Problem statement:
Your answer must be a single number: the count of lines in the entries below that hold "lane".

Collected data:
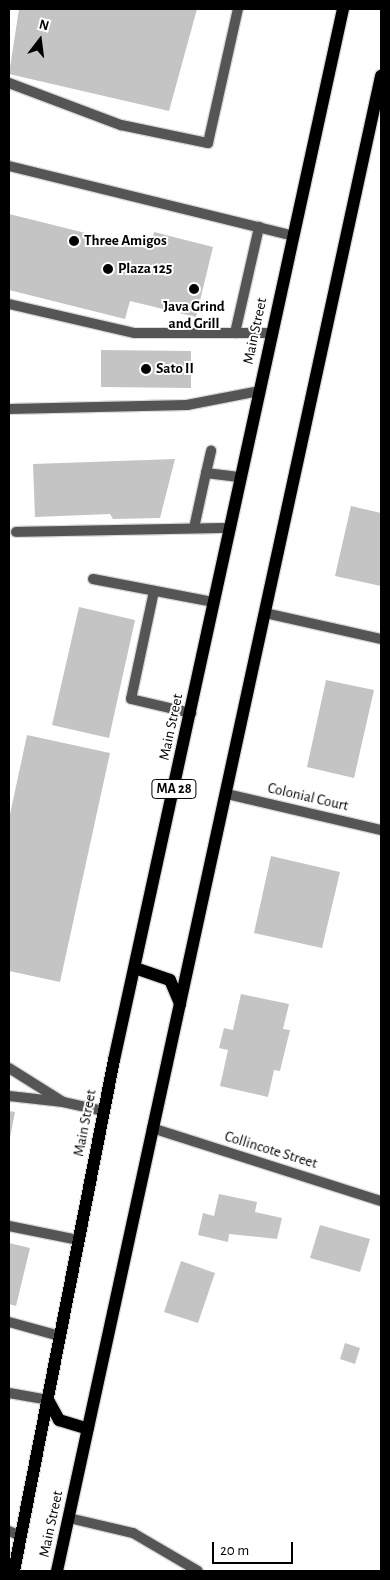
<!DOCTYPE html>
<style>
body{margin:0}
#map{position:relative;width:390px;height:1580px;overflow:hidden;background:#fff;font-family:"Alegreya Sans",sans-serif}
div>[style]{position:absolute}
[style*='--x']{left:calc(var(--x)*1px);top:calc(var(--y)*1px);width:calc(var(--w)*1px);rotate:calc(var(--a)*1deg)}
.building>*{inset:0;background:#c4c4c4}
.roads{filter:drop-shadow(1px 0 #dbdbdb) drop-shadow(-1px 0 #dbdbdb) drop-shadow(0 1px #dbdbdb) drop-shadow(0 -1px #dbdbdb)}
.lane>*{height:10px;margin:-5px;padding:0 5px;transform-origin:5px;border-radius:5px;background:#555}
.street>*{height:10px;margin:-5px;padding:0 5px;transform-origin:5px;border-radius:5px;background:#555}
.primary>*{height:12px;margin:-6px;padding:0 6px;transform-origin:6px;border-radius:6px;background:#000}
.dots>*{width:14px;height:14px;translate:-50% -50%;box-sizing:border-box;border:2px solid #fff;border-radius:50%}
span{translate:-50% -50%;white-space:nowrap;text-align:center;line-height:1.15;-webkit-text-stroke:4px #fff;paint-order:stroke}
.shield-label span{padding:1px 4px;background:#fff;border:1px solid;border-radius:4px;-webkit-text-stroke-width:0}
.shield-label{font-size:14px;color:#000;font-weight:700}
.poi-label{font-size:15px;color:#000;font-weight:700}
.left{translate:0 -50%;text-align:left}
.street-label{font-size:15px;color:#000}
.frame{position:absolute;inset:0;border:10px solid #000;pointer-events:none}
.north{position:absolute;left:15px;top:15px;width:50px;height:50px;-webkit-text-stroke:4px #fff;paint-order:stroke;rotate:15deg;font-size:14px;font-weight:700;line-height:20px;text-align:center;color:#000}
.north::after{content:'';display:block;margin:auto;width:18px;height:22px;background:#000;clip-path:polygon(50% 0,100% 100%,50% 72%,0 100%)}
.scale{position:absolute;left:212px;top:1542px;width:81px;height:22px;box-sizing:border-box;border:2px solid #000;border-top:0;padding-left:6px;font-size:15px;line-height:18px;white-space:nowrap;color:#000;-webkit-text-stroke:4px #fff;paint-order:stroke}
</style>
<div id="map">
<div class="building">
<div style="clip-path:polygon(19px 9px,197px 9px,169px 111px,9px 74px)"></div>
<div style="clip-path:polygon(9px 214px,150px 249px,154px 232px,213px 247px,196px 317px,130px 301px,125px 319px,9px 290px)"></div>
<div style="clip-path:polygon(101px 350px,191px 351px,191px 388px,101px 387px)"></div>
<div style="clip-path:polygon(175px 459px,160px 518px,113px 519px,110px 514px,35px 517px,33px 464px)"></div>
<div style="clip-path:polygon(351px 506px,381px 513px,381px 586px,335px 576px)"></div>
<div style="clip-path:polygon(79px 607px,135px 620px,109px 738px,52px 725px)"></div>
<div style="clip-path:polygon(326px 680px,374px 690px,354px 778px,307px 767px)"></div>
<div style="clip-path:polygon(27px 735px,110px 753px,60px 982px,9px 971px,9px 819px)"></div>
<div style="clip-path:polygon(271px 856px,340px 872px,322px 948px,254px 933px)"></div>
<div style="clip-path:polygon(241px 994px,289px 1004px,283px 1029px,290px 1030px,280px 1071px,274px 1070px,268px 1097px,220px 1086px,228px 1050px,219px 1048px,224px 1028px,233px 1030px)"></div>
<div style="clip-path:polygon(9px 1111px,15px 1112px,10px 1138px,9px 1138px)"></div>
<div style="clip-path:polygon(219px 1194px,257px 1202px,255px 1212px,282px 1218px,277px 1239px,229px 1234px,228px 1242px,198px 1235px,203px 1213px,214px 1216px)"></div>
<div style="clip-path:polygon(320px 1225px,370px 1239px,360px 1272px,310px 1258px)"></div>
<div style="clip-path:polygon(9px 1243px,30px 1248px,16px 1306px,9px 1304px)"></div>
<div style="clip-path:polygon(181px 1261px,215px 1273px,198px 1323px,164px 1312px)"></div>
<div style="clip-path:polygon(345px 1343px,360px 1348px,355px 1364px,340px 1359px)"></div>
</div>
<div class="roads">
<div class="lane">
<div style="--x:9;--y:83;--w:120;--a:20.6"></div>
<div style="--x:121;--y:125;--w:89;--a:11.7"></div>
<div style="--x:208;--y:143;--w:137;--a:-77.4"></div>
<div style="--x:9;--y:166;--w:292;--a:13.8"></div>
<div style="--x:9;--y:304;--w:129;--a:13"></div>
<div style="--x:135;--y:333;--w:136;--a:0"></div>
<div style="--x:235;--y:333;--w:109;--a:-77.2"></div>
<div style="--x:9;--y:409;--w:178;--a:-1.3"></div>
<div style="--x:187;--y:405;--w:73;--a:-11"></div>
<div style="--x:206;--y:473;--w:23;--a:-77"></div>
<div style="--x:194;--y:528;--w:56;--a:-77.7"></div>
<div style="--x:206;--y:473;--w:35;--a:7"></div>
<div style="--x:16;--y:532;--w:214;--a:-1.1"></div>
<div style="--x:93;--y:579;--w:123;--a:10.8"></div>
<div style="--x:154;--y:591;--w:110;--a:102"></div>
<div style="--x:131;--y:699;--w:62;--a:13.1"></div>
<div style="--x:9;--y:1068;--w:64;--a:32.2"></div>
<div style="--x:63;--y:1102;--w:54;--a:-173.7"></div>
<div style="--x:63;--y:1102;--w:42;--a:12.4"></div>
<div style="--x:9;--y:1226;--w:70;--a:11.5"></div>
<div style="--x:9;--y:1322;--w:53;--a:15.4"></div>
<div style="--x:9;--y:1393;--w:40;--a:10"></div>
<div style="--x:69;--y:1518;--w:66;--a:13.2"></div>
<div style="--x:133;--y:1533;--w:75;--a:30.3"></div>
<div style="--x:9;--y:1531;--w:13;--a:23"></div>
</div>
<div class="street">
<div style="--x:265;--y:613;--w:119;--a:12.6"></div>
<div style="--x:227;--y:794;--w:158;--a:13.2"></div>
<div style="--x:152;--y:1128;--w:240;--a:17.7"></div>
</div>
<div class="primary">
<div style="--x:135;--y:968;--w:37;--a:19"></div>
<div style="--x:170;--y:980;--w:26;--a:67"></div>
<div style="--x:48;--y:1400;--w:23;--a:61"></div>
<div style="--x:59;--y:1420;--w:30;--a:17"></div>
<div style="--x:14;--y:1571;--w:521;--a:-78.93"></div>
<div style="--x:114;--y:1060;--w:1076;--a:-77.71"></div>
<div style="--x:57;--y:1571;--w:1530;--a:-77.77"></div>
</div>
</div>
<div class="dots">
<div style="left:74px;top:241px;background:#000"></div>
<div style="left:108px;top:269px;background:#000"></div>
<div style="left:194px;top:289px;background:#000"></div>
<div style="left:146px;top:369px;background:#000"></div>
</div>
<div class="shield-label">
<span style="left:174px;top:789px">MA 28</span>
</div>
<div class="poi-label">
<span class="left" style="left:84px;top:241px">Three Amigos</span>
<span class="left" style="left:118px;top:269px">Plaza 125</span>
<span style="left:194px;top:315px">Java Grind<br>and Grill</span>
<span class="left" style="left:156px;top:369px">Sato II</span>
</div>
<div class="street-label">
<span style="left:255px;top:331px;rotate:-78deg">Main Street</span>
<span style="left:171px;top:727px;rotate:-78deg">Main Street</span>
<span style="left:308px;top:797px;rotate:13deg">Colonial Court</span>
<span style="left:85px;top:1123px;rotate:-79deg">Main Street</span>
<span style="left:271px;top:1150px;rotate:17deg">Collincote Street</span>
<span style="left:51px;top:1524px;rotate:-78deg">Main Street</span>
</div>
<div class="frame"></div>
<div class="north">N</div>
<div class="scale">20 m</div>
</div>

Answer to this problem:
2